##### Input for this task

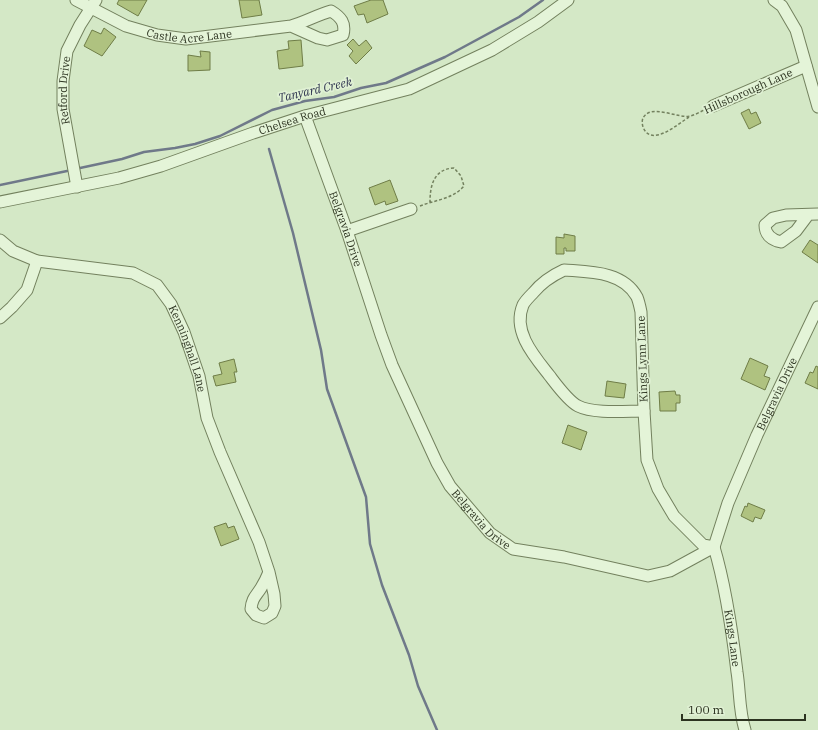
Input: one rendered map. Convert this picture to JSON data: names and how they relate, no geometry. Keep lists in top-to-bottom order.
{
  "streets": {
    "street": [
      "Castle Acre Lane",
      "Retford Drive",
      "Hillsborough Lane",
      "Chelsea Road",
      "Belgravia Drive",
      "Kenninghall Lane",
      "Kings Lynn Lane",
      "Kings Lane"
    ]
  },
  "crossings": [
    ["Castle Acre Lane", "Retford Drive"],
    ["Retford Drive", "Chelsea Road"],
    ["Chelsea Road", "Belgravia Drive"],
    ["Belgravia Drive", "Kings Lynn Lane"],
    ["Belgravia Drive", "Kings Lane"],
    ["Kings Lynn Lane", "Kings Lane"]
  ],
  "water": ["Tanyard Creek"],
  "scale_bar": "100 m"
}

##########

Task prompt: Drop every picture and repeat the rest of the entries exactly.

Output below:
Input: one rendered map. Convert this picture to JSON data: names and how they relate, no geometry. Keep lists in top-to-bottom order.
{
  "streets": {
    "street": [
      "Castle Acre Lane",
      "Retford Drive",
      "Hillsborough Lane",
      "Chelsea Road",
      "Belgravia Drive",
      "Kenninghall Lane",
      "Kings Lynn Lane",
      "Kings Lane"
    ]
  },
  "crossings": [
    ["Castle Acre Lane", "Retford Drive"],
    ["Retford Drive", "Chelsea Road"],
    ["Chelsea Road", "Belgravia Drive"],
    ["Belgravia Drive", "Kings Lynn Lane"],
    ["Belgravia Drive", "Kings Lane"],
    ["Kings Lynn Lane", "Kings Lane"]
  ],
  "water": ["Tanyard Creek"],
  "scale_bar": "100 m"
}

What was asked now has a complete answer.